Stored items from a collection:

○ ○ ○ ○ ○

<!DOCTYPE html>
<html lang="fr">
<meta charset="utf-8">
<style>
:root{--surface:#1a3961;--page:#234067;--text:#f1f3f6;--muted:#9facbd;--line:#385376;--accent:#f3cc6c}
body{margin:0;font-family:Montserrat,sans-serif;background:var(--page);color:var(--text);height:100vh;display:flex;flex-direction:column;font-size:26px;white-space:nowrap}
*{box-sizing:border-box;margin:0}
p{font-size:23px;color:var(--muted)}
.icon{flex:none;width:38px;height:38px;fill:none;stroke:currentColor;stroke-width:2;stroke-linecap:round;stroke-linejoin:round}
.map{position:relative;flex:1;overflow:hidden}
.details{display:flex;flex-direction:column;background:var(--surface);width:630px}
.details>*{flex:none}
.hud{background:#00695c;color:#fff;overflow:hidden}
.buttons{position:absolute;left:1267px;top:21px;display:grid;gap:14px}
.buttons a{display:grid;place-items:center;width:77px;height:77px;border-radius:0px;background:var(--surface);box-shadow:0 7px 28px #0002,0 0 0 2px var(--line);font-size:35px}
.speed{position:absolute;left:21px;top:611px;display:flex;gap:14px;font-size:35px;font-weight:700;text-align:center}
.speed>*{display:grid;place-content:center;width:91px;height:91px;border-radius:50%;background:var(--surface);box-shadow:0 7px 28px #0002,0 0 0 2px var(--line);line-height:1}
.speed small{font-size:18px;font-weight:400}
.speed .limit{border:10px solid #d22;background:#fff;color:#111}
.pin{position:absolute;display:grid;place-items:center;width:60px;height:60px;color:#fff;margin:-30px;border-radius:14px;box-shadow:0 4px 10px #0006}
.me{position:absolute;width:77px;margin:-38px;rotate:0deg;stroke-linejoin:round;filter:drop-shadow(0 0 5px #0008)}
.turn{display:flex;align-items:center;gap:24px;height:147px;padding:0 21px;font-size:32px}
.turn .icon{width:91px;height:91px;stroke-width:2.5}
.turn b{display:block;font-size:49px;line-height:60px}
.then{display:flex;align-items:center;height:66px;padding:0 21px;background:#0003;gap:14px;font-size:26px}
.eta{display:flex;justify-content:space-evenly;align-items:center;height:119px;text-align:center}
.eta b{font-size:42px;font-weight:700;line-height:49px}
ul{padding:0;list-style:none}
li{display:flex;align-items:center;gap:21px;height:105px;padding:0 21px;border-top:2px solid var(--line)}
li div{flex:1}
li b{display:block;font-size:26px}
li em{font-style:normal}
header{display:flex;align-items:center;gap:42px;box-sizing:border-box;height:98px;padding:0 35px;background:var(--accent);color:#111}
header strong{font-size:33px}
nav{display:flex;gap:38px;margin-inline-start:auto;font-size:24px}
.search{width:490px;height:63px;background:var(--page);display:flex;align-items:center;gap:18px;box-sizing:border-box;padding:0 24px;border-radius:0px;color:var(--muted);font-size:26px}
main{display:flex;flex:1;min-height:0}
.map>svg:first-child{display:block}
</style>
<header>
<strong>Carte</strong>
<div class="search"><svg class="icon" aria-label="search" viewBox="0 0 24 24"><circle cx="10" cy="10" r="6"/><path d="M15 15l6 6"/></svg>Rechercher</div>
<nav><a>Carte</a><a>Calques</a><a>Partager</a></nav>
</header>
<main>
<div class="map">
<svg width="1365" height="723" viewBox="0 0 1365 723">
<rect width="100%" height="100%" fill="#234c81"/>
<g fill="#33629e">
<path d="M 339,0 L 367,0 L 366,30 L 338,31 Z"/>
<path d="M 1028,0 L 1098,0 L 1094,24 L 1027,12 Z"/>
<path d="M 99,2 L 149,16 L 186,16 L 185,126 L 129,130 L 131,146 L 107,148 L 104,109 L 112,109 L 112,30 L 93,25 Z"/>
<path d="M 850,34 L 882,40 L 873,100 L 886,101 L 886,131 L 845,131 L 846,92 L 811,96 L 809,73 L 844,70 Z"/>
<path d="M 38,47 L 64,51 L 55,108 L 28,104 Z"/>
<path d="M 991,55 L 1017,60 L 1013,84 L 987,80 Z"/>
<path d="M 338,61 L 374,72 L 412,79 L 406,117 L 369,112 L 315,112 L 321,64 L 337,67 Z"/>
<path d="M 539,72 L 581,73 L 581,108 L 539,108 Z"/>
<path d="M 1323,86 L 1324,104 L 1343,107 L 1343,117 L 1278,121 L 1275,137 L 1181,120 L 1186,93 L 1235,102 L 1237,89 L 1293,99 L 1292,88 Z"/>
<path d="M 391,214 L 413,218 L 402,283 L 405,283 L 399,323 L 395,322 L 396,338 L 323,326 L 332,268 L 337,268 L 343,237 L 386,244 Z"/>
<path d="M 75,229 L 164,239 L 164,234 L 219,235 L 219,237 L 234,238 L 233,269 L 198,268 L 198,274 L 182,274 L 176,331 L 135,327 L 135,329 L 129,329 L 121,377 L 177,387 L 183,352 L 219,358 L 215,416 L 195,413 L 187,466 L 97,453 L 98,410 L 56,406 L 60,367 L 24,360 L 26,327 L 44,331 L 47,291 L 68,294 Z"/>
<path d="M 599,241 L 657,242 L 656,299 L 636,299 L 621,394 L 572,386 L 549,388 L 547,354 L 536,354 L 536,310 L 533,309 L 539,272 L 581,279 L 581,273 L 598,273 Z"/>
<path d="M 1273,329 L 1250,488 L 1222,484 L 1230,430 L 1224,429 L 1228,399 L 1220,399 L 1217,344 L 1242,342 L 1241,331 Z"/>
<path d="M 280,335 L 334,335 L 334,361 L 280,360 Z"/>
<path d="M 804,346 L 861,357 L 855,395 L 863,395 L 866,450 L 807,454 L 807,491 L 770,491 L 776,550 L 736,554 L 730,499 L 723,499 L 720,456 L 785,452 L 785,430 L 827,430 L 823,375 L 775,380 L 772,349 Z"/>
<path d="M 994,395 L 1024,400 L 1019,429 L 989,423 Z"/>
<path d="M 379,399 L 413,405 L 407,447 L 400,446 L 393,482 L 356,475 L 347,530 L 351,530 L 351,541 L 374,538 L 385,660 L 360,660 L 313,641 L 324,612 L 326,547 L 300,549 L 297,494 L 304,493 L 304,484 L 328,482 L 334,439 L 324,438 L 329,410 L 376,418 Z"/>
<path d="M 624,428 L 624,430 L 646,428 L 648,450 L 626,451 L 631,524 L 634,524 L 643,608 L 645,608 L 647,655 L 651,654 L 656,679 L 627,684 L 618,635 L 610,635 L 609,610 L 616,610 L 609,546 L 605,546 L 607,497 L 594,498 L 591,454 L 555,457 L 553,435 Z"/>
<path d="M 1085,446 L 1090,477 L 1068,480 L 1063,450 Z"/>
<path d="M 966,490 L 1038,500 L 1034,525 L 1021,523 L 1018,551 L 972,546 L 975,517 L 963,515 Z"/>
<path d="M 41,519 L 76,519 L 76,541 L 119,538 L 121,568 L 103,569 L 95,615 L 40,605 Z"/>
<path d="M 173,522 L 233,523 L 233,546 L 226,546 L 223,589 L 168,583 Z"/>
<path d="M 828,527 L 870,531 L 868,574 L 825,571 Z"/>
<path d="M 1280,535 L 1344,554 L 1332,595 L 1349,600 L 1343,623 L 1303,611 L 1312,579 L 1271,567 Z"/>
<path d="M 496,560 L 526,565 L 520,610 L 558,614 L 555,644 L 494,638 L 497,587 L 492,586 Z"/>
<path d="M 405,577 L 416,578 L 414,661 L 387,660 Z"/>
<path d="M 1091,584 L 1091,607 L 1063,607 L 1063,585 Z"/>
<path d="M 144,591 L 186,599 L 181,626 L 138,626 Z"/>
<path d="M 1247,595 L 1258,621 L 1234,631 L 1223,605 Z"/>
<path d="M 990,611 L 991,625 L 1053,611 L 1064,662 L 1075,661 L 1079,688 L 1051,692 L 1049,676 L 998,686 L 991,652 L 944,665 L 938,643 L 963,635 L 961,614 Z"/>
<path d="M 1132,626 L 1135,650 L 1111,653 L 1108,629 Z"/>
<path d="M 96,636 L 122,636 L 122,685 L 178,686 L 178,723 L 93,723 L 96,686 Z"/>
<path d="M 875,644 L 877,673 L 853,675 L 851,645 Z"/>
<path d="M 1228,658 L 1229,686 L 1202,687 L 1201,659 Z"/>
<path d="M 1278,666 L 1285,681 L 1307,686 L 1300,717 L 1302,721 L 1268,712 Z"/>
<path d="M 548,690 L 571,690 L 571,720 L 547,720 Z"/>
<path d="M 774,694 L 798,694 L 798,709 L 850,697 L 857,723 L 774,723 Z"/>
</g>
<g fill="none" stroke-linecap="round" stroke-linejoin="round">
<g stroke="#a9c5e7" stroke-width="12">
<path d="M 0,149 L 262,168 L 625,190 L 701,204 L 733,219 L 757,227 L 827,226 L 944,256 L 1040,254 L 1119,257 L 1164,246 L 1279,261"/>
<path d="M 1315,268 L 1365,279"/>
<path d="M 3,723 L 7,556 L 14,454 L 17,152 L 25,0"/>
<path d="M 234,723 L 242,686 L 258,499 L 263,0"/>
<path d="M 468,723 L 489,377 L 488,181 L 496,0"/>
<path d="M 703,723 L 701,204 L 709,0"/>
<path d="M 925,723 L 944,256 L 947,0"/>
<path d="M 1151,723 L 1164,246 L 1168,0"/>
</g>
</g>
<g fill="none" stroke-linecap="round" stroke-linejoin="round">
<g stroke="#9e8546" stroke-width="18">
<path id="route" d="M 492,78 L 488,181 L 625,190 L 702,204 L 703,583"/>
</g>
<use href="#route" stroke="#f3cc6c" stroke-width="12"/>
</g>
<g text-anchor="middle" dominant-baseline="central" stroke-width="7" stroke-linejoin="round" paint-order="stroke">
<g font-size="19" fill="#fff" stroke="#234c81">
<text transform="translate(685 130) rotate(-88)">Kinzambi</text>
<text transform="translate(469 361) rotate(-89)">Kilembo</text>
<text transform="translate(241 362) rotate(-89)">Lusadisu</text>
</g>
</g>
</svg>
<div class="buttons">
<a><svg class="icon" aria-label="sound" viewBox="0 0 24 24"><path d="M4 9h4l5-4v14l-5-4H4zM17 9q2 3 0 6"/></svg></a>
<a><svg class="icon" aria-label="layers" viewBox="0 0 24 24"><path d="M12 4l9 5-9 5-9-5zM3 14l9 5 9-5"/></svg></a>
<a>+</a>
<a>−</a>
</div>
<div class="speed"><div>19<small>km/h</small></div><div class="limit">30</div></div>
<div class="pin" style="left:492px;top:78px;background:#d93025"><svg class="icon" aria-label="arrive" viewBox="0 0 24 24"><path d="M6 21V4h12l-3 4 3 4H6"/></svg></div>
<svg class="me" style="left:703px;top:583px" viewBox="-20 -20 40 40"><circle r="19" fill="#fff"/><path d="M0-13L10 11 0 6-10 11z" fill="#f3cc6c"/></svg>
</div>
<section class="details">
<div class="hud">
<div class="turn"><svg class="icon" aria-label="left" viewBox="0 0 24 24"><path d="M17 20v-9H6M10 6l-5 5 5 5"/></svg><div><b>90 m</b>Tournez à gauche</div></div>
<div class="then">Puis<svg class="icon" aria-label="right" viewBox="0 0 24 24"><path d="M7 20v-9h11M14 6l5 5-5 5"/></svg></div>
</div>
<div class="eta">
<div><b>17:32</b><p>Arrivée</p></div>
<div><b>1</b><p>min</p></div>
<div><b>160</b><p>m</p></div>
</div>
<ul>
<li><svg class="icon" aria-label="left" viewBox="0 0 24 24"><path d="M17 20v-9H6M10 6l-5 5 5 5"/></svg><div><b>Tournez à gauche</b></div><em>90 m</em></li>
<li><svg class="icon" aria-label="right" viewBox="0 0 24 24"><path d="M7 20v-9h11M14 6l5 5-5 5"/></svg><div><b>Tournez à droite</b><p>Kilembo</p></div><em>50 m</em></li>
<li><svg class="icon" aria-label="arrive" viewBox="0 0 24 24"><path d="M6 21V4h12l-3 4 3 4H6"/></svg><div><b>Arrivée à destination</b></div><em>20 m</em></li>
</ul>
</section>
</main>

○ ○ ○ ○ ○

Which lines of the data contain the string "translate"? Copy each one.

** Reply **
<text transform="translate(685 130) rotate(-88)">Kinzambi</text>
<text transform="translate(469 361) rotate(-89)">Kilembo</text>
<text transform="translate(241 362) rotate(-89)">Lusadisu</text>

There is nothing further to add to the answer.